+++ SOURCE MATERIAL +++
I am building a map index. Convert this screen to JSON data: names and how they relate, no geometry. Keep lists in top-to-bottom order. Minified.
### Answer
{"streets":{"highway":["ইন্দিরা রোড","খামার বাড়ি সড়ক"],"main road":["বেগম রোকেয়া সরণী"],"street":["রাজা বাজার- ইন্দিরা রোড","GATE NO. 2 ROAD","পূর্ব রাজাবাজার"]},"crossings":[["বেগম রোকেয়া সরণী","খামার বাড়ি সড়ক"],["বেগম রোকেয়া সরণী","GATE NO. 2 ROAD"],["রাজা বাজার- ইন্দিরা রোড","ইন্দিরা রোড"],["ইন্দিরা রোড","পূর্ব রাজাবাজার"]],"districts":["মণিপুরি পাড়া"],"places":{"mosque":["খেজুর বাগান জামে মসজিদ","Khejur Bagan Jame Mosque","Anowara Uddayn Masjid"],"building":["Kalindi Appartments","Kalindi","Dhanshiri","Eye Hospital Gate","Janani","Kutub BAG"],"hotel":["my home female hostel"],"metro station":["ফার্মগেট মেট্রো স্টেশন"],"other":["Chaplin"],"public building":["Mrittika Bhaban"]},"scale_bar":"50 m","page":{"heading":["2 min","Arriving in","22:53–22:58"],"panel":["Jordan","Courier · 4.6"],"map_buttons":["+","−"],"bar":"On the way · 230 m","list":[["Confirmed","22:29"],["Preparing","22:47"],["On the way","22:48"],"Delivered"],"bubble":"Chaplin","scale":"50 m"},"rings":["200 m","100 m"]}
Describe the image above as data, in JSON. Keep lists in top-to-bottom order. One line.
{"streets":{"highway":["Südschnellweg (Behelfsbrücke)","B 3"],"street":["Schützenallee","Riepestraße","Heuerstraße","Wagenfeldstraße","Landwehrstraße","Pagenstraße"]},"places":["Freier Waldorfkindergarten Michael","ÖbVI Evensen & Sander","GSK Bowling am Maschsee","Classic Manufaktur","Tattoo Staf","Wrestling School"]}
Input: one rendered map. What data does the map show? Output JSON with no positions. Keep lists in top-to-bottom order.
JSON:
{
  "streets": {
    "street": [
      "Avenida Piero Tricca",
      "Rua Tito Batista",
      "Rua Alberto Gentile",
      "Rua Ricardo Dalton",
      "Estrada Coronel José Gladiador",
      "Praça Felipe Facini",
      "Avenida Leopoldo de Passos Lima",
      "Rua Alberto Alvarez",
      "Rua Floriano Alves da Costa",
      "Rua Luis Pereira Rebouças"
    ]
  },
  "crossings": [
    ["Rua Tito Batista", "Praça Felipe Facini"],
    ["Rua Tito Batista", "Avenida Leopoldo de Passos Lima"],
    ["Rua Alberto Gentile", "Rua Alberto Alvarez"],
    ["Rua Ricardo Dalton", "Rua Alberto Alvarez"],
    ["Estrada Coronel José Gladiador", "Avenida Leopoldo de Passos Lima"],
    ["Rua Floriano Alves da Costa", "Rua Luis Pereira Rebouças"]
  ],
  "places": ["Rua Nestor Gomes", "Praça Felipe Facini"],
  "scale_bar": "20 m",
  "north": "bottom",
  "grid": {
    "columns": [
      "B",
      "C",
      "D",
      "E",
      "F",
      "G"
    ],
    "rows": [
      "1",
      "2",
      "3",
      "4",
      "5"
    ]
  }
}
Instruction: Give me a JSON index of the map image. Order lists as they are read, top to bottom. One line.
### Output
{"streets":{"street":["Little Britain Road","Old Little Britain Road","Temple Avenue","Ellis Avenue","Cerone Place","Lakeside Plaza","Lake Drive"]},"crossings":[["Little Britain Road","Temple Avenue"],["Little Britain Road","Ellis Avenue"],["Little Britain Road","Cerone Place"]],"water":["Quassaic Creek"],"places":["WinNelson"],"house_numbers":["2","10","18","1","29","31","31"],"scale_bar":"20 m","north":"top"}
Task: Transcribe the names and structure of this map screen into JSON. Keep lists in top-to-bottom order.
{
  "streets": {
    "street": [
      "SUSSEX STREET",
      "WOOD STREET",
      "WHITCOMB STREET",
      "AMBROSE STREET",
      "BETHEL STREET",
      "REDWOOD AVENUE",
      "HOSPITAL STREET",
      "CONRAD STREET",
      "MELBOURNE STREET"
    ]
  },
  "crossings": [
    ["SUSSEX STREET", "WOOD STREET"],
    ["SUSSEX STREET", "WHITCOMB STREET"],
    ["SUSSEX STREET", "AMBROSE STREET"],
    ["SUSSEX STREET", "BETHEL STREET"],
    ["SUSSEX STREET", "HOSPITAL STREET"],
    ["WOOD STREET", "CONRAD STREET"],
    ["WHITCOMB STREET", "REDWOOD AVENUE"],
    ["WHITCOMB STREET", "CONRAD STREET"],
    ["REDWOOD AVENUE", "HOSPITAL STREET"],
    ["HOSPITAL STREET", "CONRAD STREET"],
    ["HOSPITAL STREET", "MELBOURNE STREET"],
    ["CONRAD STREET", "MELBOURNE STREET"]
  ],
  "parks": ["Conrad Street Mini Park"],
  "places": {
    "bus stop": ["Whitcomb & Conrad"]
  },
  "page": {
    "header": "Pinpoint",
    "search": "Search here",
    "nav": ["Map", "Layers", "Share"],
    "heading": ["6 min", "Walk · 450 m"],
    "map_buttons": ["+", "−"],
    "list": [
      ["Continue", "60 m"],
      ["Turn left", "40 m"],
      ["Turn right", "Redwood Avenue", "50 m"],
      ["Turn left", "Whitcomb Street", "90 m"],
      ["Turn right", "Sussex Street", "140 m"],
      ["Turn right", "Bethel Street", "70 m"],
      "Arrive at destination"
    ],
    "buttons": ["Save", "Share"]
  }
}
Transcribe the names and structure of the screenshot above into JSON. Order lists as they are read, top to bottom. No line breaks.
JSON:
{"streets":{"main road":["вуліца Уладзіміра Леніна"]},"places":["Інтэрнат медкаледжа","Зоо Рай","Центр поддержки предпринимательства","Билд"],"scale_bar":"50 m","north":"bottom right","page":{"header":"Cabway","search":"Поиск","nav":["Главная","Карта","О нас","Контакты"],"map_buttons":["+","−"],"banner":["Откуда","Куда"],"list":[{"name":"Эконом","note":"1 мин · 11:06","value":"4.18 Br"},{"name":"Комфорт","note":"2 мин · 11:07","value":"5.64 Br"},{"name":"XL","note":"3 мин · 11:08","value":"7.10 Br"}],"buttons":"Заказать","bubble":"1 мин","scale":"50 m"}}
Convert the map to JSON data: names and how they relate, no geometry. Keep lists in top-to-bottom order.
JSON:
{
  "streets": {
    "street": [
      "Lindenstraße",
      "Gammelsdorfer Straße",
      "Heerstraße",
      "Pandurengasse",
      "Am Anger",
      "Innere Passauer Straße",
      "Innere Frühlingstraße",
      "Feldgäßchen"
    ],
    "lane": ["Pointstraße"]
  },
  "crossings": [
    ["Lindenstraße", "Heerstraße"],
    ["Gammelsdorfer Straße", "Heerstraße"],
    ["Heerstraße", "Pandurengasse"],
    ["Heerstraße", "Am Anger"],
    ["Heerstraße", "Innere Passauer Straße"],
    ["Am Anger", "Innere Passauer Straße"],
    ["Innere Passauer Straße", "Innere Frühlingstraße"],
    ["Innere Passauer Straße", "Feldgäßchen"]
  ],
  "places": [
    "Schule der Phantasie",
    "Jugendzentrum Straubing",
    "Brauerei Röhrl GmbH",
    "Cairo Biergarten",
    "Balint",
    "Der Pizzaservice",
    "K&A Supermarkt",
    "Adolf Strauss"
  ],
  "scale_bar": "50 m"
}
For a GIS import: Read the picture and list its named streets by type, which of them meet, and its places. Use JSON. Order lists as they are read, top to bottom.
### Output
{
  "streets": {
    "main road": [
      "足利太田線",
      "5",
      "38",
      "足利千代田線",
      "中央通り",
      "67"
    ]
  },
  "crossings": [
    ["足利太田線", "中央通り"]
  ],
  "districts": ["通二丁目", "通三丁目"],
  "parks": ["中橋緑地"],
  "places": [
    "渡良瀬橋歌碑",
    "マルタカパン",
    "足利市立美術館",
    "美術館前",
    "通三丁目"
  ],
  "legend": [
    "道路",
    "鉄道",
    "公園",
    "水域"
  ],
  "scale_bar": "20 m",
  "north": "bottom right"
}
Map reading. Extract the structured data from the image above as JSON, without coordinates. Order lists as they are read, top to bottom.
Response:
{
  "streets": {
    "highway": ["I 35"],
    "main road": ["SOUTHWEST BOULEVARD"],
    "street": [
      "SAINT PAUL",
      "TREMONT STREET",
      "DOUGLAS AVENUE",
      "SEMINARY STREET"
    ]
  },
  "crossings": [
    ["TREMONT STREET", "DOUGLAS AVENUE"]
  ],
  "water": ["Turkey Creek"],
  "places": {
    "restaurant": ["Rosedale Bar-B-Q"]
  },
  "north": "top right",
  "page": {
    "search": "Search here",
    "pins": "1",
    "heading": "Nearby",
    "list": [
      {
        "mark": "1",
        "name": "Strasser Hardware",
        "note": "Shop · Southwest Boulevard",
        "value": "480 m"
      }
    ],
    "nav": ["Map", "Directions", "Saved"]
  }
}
+++
### [ACTION ITEM]
Return every line of the entries above that the string "Convert" appears in.

### [SOLUTION TO THE EXERCISE]
I am building a map index. Convert this screen to JSON data: names and how they relate, no geometry. Keep lists in top-to-bottom order. Minified.
Convert the map to JSON data: names and how they relate, no geometry. Keep lists in top-to-bottom order.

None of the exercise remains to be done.